**Task input**.
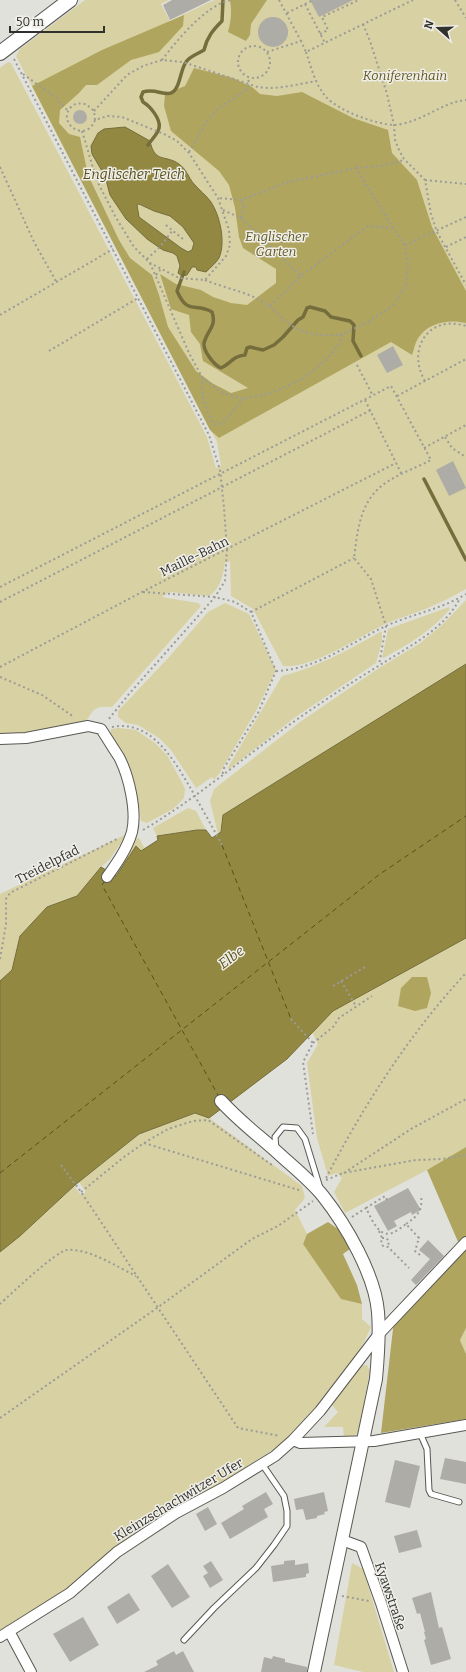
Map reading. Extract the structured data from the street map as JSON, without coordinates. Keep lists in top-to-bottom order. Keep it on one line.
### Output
{"streets":{"street":["Kleinzschachwitzer Ufer","Kyawstraße"],"path":["Maille-Bahn","Treidelpfad"]},"water":["Englischer Teich","Elbe"],"parks":["Koniferenhain","Englischer Garten"],"scale_bar":"50 m","north":"left"}
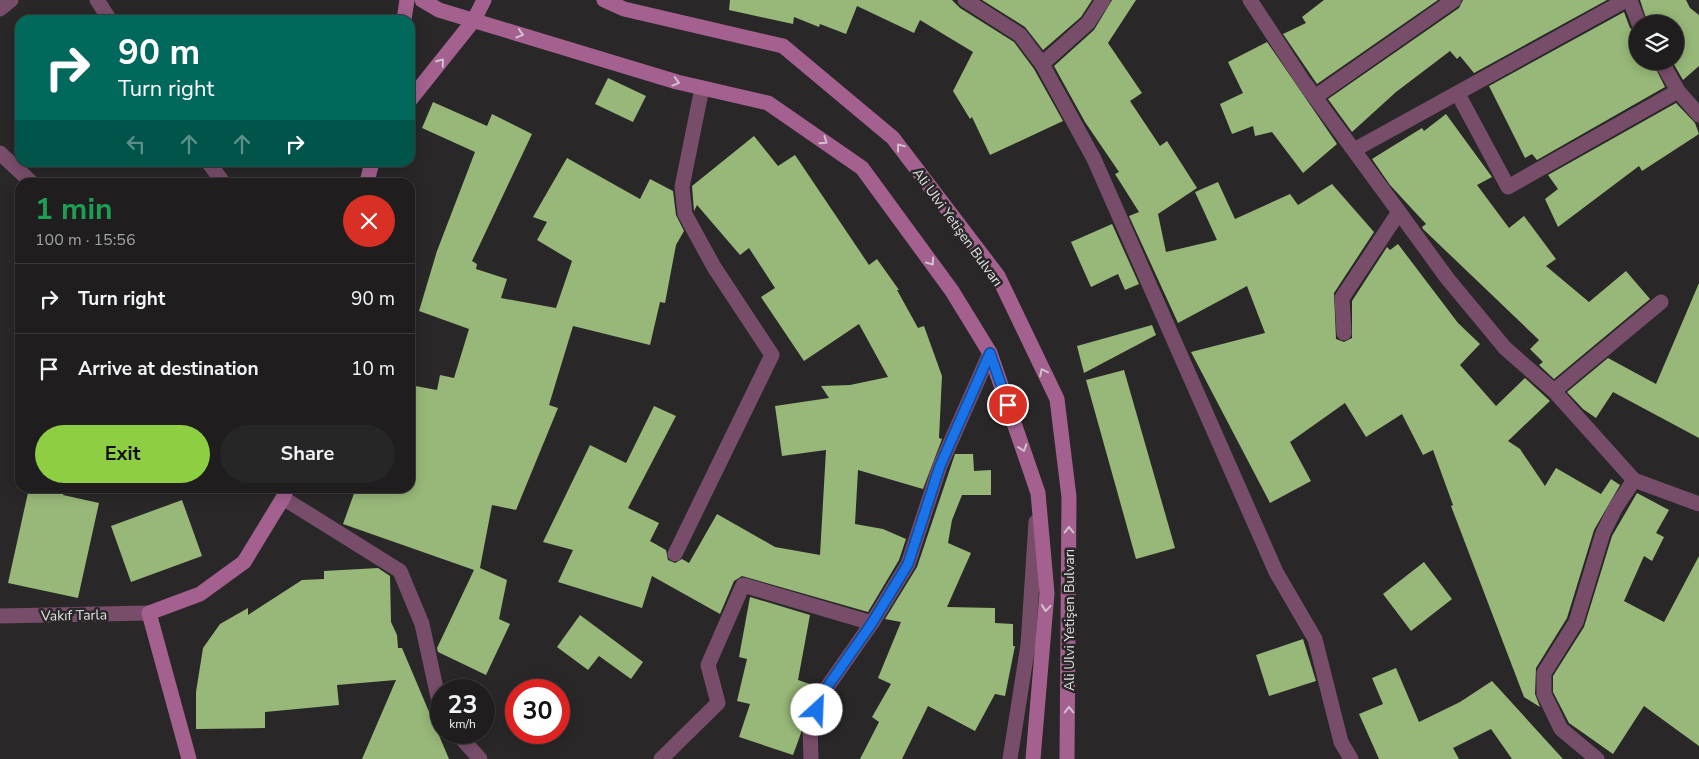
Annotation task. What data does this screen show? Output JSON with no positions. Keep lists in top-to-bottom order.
{
  "streets": {
    "main road": ["Ali Ulvi Yetişen Bulvarı"],
    "street": ["Vakıf Tarla"]
  },
  "page": {
    "turn": ["90 m", "Turn right"],
    "heading": ["1 min", "100 m · 15:56"],
    "list": [
      {
        "name": "Turn right",
        "value": "90 m"
      },
      {
        "name": "Arrive at destination",
        "value": "10 m"
      }
    ],
    "buttons": ["Exit", "Share"],
    "speed": "23 km/h",
    "limit": "30"
  }
}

**What to produce**.
Would you reproduce the lines above exactly, without carrying over the pictures?

**The answer**.
Map reading. Extract the structured data from the street map as JSON, without coordinates. Keep lists in top-to-bottom order. Keep it on one line.
### Output
{"streets":{"street":["Kleinzschachwitzer Ufer","Kyawstraße"],"path":["Maille-Bahn","Treidelpfad"]},"water":["Englischer Teich","Elbe"],"parks":["Koniferenhain","Englischer Garten"],"scale_bar":"50 m","north":"left"}
Annotation task. What data does this screen show? Output JSON with no positions. Keep lists in top-to-bottom order.
{
  "streets": {
    "main road": ["Ali Ulvi Yetişen Bulvarı"],
    "street": ["Vakıf Tarla"]
  },
  "page": {
    "turn": ["90 m", "Turn right"],
    "heading": ["1 min", "100 m · 15:56"],
    "list": [
      {
        "name": "Turn right",
        "value": "90 m"
      },
      {
        "name": "Arrive at destination",
        "value": "10 m"
      }
    ],
    "buttons": ["Exit", "Share"],
    "speed": "23 km/h",
    "limit": "30"
  }
}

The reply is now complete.